TASK DETAILS:
Once the line containing "Transcribe the names" has been written out, stop; until then, restate each line of the entries below word for word from the first.
RECORDS PROVIDED section start
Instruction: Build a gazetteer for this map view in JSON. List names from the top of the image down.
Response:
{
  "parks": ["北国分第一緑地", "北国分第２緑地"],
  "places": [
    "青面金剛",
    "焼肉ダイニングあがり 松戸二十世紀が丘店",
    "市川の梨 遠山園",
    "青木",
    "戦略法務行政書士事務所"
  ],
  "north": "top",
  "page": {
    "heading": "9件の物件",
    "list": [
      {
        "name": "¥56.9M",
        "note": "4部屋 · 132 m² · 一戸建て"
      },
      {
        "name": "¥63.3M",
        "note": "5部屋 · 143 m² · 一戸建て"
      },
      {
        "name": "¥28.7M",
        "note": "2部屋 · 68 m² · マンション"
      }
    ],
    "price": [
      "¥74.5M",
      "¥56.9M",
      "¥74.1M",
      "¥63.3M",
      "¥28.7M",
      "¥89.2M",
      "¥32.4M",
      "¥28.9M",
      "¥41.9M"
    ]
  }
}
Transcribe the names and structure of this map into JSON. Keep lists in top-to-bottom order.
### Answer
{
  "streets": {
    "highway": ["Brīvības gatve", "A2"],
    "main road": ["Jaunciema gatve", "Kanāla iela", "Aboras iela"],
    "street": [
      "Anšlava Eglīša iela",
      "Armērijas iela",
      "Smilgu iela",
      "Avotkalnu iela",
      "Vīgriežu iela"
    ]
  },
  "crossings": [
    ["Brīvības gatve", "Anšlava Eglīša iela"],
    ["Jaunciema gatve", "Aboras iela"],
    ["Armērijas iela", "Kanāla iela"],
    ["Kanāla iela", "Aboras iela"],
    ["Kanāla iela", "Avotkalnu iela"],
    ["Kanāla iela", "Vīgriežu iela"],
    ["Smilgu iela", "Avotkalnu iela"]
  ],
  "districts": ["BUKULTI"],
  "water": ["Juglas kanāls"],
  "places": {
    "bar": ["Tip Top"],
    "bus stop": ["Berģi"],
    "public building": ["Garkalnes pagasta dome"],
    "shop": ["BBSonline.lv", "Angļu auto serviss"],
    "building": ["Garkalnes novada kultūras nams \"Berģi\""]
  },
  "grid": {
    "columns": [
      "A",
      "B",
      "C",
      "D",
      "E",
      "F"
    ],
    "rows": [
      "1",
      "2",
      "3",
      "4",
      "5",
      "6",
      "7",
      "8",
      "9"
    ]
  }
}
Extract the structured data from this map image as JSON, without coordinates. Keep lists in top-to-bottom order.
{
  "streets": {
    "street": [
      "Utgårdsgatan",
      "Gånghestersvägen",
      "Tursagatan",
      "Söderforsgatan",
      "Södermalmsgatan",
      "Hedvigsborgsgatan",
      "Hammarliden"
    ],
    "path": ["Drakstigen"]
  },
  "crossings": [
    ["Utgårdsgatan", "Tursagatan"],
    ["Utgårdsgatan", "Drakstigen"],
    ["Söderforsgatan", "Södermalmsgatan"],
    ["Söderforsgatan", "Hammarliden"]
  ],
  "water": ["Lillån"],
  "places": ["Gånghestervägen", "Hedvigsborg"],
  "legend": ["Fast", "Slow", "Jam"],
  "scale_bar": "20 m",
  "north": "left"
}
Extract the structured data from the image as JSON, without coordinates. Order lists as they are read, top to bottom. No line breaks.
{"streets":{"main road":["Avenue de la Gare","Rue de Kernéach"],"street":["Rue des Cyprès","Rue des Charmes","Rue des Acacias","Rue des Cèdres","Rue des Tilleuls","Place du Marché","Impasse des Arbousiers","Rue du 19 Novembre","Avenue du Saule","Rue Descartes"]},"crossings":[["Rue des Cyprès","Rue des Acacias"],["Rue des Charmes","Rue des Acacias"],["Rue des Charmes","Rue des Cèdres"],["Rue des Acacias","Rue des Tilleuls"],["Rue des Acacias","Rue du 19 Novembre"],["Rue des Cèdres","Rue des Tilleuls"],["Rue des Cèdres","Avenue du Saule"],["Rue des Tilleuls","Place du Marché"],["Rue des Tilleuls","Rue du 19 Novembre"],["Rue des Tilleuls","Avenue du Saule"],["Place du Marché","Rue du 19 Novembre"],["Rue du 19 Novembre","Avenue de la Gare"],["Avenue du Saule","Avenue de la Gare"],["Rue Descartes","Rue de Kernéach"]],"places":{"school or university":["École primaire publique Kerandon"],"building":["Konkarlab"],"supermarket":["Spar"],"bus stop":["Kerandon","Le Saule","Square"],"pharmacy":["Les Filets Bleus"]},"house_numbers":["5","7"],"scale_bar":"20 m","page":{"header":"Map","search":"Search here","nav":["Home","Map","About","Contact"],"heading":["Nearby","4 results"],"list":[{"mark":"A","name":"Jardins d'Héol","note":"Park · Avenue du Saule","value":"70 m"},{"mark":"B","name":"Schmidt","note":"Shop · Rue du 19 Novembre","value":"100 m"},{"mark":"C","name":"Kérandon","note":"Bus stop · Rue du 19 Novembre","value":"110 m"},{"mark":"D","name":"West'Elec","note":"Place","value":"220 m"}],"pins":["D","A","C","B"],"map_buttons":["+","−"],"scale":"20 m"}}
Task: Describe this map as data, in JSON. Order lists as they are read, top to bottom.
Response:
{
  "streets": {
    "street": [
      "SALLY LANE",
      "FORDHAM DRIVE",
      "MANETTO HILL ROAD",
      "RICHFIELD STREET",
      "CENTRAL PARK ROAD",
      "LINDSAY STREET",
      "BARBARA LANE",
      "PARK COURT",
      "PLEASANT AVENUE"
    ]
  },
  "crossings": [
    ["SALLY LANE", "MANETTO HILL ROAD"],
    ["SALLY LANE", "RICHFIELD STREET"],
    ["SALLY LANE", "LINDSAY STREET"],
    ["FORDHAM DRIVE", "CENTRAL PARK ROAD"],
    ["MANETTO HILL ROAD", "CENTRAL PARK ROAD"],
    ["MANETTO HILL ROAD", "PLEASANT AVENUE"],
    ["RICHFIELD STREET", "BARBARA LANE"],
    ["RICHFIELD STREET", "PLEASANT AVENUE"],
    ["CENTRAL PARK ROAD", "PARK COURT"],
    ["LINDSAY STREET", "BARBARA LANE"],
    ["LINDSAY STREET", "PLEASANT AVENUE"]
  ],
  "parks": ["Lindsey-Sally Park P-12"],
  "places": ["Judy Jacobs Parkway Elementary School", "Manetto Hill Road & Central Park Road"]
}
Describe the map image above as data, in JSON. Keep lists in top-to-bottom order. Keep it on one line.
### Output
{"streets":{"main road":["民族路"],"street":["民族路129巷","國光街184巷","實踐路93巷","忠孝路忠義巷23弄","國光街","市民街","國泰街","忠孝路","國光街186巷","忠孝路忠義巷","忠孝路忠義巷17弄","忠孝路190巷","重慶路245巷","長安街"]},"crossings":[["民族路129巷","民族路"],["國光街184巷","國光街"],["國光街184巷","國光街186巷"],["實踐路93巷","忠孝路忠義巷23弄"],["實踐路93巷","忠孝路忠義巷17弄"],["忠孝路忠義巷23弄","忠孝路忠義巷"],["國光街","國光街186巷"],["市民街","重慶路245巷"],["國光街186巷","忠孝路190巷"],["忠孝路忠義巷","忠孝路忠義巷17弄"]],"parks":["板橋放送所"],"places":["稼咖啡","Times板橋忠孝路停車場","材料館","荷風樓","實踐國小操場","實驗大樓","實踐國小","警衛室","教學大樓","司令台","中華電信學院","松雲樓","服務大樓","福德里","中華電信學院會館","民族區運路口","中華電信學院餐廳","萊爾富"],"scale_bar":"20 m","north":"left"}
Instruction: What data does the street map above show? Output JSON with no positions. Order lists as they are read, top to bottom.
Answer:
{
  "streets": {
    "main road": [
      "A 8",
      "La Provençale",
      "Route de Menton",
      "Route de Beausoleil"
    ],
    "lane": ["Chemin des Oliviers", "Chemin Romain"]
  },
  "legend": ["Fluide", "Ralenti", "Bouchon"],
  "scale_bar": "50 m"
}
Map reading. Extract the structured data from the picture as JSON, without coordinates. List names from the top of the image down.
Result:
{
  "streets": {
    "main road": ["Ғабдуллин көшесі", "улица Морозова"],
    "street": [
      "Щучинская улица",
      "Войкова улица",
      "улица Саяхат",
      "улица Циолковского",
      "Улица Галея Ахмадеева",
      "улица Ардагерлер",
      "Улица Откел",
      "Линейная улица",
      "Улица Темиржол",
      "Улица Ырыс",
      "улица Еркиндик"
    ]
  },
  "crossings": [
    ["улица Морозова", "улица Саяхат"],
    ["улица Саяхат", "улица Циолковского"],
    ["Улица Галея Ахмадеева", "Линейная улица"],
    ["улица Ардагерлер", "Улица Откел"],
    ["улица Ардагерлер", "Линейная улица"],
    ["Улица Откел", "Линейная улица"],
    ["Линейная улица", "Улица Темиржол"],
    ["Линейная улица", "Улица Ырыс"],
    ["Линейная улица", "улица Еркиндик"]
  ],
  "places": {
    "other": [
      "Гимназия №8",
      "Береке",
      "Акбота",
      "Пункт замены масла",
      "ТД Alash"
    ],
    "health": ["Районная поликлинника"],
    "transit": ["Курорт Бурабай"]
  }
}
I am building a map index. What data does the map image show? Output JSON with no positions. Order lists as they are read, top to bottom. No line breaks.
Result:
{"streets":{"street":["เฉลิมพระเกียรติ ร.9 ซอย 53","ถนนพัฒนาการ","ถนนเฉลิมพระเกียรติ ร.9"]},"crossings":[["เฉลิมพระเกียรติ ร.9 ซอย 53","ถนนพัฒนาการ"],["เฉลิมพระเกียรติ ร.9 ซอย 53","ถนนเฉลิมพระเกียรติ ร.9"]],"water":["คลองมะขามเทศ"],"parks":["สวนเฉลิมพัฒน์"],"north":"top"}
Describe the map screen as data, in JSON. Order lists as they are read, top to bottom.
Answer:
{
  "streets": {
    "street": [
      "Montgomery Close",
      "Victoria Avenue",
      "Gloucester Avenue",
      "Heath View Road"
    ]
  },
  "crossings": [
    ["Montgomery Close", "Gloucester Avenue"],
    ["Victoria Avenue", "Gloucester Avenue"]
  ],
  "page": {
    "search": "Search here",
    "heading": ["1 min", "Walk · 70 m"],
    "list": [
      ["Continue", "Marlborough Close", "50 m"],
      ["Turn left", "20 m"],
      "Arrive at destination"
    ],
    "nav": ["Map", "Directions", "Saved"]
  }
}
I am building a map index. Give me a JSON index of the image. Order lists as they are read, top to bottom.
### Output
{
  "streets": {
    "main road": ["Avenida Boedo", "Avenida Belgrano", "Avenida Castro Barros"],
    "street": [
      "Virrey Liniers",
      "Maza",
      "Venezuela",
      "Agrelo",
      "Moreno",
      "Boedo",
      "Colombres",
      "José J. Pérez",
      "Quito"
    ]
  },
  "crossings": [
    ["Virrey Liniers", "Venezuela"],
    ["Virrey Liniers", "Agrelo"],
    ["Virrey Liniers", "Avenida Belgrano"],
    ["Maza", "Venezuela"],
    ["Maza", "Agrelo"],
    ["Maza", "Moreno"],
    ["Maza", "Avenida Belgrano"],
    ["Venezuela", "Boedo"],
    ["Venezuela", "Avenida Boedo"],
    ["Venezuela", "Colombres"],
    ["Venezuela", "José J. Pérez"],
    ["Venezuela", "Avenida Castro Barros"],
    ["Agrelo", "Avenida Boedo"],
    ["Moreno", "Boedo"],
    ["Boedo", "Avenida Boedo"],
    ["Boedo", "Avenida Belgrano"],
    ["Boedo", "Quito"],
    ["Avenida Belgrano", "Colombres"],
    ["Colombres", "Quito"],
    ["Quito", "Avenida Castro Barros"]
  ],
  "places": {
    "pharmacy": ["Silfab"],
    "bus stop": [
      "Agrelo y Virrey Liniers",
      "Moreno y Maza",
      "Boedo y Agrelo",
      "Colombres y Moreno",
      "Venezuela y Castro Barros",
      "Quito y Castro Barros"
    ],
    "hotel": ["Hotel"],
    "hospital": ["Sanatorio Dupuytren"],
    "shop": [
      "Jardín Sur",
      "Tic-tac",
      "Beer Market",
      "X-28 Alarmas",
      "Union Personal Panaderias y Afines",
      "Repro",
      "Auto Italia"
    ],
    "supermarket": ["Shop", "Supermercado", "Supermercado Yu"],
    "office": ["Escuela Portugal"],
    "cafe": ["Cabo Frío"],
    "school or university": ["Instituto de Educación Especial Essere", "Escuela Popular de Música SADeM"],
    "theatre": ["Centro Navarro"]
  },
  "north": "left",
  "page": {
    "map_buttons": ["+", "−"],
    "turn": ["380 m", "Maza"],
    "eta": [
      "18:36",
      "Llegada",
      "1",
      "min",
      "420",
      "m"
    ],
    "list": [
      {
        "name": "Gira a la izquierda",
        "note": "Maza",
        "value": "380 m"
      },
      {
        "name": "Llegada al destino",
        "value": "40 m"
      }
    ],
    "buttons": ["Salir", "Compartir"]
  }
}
RECORDS PROVIDED section end
ANSWER TO THIS PROBLEM:
Instruction: Build a gazetteer for this map view in JSON. List names from the top of the image down.
Response:
{
  "parks": ["北国分第一緑地", "北国分第２緑地"],
  "places": [
    "青面金剛",
    "焼肉ダイニングあがり 松戸二十世紀が丘店",
    "市川の梨 遠山園",
    "青木",
    "戦略法務行政書士事務所"
  ],
  "north": "top",
  "page": {
    "heading": "9件の物件",
    "list": [
      {
        "name": "¥56.9M",
        "note": "4部屋 · 132 m² · 一戸建て"
      },
      {
        "name": "¥63.3M",
        "note": "5部屋 · 143 m² · 一戸建て"
      },
      {
        "name": "¥28.7M",
        "note": "2部屋 · 68 m² · マンション"
      }
    ],
    "price": [
      "¥74.5M",
      "¥56.9M",
      "¥74.1M",
      "¥63.3M",
      "¥28.7M",
      "¥89.2M",
      "¥32.4M",
      "¥28.9M",
      "¥41.9M"
    ]
  }
}
Transcribe the names and structure of this map into JSON. Keep lists in top-to-bottom order.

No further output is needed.